Figure 2. Ac45 is important for intracellular acidification in osteoclasts.

Acridine orange (AO) staining of RANKL-stimulated BMM-derived osteoclasts after Ctrl siRNA (A–C & G) or Ac45 siRNA (D–F & H) treatment for 48hrs under 10X magnification. Osteoclasts transfected with siRNAs were incubated with 5 µg/ml AO for 30mins at 37°C followed by confocal microscopy. Cells were first excited with wavelength of 488nm and emission wavelength of 522nm for unprotonated AO detection (A and D), followed by excitation wavelength of 543nm and emission wavelength of 580nm for protonated AO detection (B and E).
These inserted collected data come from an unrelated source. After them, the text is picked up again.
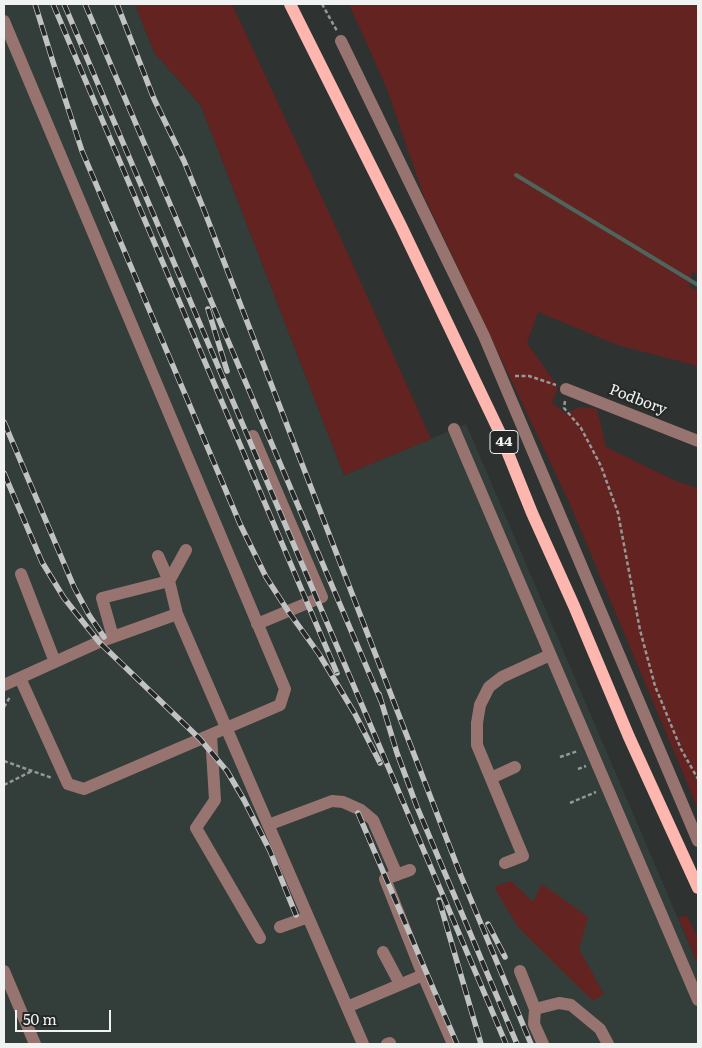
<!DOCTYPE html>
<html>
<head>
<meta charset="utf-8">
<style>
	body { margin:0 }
	#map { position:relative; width:702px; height:1048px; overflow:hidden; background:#2e3230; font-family:Literata,serif }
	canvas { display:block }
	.frame { position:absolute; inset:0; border:5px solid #f0f3f2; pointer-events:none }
	.scale { position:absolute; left:15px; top:1010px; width:96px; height:22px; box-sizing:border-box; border:2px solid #f0f3f2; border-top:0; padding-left:6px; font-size:15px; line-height:18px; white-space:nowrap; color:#f0f3f2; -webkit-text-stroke:4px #252826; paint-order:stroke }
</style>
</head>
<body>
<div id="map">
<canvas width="702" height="1048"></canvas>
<div class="frame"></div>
<div class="scale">50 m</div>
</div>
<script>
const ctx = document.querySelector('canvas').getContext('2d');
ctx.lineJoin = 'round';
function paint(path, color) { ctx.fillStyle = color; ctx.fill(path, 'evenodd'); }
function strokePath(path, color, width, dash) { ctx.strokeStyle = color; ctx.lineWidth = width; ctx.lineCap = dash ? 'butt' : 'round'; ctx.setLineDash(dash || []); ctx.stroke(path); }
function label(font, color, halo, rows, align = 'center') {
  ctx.font = font + ' Literata,serif'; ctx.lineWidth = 4; ctx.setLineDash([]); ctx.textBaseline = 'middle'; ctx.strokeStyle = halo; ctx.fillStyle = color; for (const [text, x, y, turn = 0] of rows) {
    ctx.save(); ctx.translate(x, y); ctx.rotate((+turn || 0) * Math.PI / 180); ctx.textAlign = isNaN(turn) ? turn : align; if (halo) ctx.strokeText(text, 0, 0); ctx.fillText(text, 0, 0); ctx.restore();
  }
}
const built = new Path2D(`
	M4 4H135L154 52 201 106 344 475 466 424 698 965V1044H4Z`);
const green = new Path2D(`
	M135 4H232L344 245 431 439 344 475 201 106 154 52Z
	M349 4H698V274L692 272 690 287 698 291V366L617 345 538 312 527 343 558 387 552 403 565 413 581 407 597 409 606 447 678 482 698 488V809L569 502 423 194 387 89Z
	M511 881 533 902 542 884 588 917 579 949 604 994 593 1001 518 927 494 887Z
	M687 916 698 938V965L678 917Z`);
const stream = new Path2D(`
	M516 175 698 285`);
const path = new Path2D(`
	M322 4 337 31
	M515 376H529L556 385
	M565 401 564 408 581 428 601 466 618 513 640 630 655 686 681 749 698 779
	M4 707 10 697
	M560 757 578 751
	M4 761 52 778
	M578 769 586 766
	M4 785 32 771
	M570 803 596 792`);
const minor = new Path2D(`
	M4 21 285 689 280 705 84 789 68 784 20 678
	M341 41 484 336 698 841
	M566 389 698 441
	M454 429 698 1000
	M253 436 322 597 257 624
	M158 556 169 581 186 550
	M21 574 55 662
	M113 637 102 598 169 581 177 614
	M4 685 99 642 177 614 363 1044
	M211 735 215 800 196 828 260 938
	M491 778 515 767
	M268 825 332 801 343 802 361 810 373 820 397 875
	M505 863 523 856 477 745V723L480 705 489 687 502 677 550 655
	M410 870 385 879 423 975
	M280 927 308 917
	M383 952 400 984
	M4 971 35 1044
	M520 971 535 1009
	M347 1007 423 975 453 1044
	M387 1044 390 1043
	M543 1044 534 1024 535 1009 559 1003 571 1005 600 1029 608 1044`);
const major = new Path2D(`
	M290 4 401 226 499 431 532 513 574 606 629 737 698 888`);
const rail = new Path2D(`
	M35 4 53 62 82 151 240 524 266 577 288 611 319 654 355 714 380 763
	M53 4 337 673
	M64 4 506 1044
	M85 4 381 701
	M117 4 154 99 184 161 204 210 461 876 531 1044
	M208 309 227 371
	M4 422 74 587 89 615 104 637
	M4 473 42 562 64 598 99 642 200 739 227 771 244 800 270 851 296 915
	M379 694 397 753 417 807 517 1044
	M358 813 457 1044
	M439 900 481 1044
	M488 924 505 957`);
const shields = [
	[504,442,28]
];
const shieldNames = [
	["44",504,442]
];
const streetNames = [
	["Podbory",638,400,21]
];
paint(built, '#333d39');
paint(green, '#632320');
strokePath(stream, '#4f645c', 4);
strokePath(path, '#959897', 2.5, [4, 2.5]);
strokePath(minor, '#977470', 12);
strokePath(major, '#feb7af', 12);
strokePath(rail, '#c0c3c2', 5.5);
strokePath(rail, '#252826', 4, [11]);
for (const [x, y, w] of shields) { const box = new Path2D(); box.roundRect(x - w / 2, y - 11.5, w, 23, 4); ctx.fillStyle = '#252826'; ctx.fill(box); strokePath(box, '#f0f3f2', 1); }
label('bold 14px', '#f0f3f2', null, shieldNames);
label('15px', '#f0f3f2', '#252826', streetNames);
</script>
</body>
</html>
Fluorescence shift of acridine orange from green to red indicate normal intracellular acidification. (C and F) Image merge of red and green fluorescence spectra of Ctrl and Ac45 siRNA treated cells. (G and H) Higher magnification (40X) of merged fluorescence spectra of a representative osteoclast from Ctrl and Ac45 siRNA treated population. (I and J) Osteoclasts were treated with 1 µg/ml Lysosensor^TM Green DND-189 for 30min and excited at wavelength of 488nm. (K and L) The fluorescence intensity was quantified for both acridine orange and LysosensorTM Green DND-189 and expressed as relative fluorescence intensity (n = 3). *P-values<0.05.